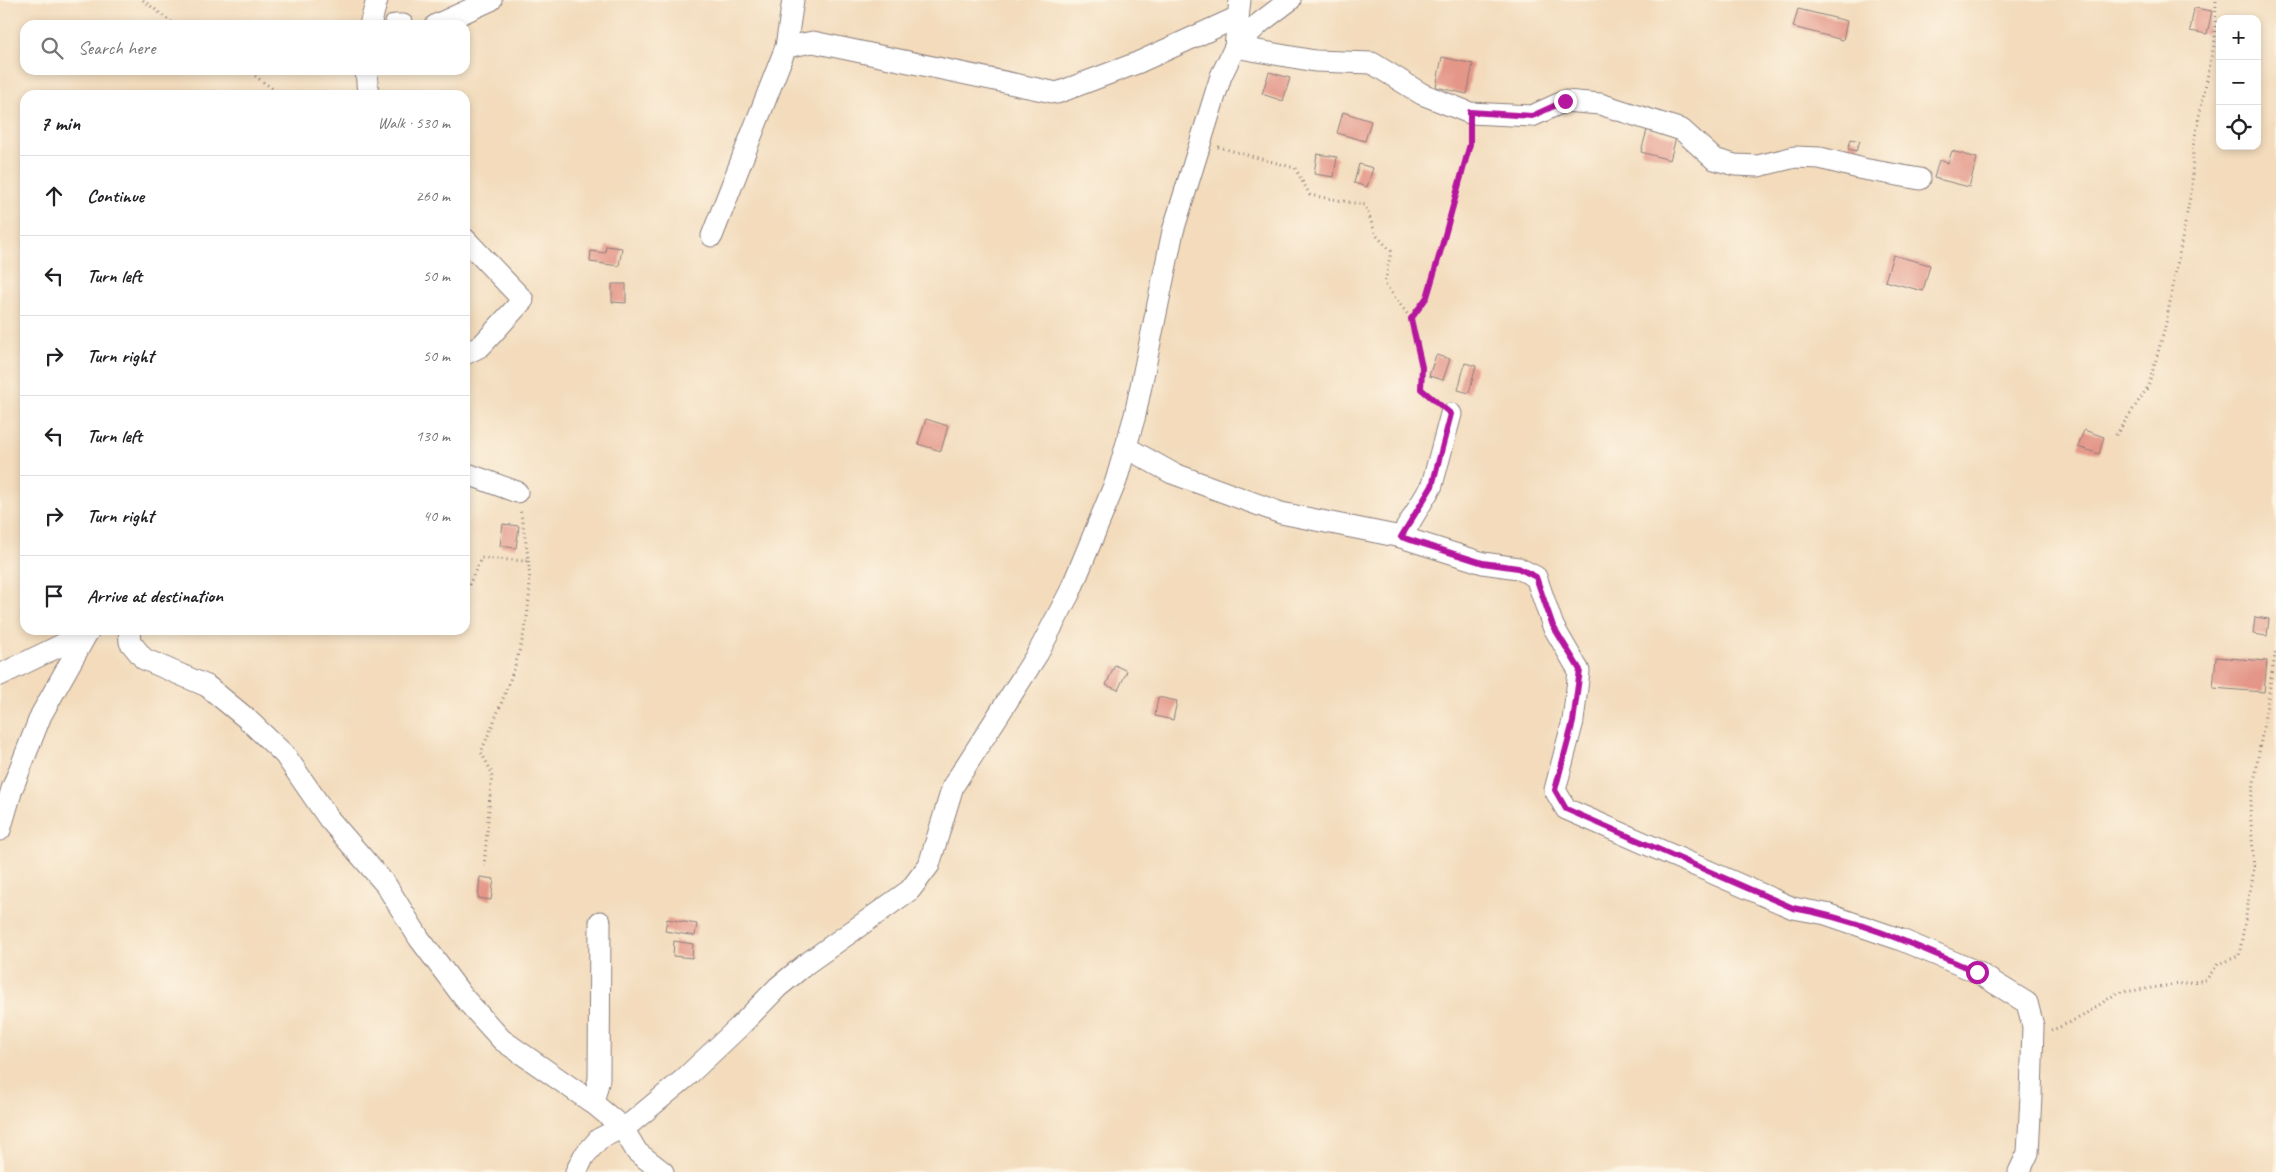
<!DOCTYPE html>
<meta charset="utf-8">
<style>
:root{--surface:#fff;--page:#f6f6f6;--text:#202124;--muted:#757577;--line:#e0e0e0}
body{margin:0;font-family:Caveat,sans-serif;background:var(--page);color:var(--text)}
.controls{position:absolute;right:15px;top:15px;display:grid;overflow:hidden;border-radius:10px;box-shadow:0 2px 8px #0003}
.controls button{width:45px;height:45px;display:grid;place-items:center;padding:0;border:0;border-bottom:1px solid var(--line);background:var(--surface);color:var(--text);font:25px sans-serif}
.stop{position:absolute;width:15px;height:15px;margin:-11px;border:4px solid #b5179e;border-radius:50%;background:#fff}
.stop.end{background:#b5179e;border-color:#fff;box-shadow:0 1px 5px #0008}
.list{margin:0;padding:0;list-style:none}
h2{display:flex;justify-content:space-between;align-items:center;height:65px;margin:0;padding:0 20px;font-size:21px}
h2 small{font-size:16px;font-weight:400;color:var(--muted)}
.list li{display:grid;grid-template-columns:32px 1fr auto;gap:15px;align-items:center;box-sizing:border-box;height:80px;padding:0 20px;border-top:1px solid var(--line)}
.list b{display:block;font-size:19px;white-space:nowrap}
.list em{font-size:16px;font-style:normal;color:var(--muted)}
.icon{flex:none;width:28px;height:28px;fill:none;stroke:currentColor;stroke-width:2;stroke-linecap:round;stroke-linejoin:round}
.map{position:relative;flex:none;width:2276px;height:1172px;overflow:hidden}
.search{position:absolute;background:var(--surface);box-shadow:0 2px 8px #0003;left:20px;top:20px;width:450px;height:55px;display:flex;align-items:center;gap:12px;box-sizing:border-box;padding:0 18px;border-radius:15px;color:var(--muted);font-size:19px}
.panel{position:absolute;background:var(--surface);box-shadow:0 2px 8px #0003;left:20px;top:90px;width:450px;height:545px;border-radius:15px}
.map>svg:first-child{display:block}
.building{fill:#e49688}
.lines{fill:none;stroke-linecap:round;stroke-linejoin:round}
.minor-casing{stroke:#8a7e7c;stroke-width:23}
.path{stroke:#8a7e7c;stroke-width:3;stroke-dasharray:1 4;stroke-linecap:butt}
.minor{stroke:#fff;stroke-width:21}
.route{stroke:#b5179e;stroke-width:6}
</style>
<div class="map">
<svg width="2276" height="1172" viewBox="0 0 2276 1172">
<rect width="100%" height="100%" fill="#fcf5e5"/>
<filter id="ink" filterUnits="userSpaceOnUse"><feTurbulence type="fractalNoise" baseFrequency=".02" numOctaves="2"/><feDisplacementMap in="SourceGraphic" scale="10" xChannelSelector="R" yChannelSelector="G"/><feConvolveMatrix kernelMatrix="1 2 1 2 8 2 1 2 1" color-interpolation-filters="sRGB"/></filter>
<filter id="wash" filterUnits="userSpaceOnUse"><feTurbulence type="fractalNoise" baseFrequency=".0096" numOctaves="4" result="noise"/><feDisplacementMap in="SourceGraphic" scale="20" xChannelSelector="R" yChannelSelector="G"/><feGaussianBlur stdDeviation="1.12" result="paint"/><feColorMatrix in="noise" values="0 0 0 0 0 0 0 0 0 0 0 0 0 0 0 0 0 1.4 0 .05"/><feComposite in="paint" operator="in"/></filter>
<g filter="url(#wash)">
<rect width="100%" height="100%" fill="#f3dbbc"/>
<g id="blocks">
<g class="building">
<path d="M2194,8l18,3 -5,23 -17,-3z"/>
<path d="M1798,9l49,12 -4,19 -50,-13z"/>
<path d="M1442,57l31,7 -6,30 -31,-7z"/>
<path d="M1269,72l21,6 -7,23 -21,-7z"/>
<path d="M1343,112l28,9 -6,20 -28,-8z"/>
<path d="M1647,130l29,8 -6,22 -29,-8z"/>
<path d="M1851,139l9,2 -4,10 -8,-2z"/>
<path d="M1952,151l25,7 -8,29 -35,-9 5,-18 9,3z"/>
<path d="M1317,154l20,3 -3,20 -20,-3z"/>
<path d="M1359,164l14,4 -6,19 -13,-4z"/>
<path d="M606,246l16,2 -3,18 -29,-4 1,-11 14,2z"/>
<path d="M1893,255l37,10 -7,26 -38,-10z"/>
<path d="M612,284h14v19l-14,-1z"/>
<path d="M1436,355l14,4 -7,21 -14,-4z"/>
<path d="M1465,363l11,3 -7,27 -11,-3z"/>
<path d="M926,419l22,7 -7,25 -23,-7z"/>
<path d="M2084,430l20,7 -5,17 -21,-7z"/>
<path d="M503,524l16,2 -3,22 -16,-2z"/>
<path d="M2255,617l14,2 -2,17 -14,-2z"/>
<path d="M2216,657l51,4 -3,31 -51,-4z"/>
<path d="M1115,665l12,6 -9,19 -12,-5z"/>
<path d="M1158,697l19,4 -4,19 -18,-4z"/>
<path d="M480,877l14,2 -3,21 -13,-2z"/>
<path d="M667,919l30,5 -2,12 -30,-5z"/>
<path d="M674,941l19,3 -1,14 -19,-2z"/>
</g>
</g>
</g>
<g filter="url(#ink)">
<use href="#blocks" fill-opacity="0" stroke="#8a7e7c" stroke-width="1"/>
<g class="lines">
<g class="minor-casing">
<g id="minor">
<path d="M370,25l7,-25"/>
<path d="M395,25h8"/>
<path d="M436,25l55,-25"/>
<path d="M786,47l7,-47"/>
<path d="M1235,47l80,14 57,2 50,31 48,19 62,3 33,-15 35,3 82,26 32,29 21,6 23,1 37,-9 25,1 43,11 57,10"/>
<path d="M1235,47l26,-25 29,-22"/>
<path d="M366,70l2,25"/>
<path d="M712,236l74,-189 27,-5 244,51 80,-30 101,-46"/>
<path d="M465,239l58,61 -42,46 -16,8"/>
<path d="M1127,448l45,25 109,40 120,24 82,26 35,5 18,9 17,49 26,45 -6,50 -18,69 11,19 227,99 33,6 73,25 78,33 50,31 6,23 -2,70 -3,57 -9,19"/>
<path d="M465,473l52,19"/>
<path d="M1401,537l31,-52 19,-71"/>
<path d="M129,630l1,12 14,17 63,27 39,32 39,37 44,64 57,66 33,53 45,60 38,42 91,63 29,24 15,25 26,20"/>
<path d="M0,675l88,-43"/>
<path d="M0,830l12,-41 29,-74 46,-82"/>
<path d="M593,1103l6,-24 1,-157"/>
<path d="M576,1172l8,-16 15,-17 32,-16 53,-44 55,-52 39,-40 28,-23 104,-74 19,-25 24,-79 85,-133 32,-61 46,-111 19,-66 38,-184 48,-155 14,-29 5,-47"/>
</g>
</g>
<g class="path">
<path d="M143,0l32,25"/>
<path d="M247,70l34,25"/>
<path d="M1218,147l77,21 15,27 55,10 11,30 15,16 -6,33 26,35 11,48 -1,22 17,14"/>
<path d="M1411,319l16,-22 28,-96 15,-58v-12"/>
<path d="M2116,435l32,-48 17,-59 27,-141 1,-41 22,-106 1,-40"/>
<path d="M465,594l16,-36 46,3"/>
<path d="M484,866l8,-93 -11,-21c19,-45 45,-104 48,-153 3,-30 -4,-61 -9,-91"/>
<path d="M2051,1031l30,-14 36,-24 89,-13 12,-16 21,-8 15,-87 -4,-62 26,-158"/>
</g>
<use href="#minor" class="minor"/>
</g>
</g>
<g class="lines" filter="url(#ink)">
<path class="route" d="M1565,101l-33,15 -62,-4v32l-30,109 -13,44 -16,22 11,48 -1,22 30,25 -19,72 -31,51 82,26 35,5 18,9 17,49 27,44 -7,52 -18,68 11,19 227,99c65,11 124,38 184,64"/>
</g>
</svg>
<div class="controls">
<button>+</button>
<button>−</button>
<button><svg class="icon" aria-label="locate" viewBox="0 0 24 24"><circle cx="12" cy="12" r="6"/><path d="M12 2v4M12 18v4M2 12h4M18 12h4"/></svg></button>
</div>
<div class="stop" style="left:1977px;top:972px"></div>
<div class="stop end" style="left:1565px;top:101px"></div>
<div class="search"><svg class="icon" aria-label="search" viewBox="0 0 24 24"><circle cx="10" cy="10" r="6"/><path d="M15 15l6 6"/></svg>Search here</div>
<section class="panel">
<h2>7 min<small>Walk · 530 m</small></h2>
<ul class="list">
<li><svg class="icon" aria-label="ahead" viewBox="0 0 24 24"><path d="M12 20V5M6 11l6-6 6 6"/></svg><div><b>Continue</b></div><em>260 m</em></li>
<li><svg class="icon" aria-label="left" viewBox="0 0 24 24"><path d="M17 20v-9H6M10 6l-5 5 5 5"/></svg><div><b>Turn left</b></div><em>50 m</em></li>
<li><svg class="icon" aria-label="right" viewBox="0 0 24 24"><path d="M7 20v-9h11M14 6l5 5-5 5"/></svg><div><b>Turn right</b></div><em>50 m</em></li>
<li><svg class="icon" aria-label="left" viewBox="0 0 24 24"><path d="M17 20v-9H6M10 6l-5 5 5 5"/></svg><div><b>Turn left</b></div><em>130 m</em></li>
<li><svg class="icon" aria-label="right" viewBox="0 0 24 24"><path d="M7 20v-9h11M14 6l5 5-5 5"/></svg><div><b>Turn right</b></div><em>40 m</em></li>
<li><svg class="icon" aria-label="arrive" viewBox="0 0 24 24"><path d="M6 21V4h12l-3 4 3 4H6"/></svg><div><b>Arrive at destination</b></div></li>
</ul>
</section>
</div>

=======

EXERCISE DESCRIPTION >> For this exercise, return every line from the data that holds the string "minor".

WRITTEN RESPONSE >>
.minor-casing{stroke:#8a7e7c;stroke-width:23}
.minor{stroke:#fff;stroke-width:21}
<g class="minor-casing">
<g id="minor">
<use href="#minor" class="minor"/>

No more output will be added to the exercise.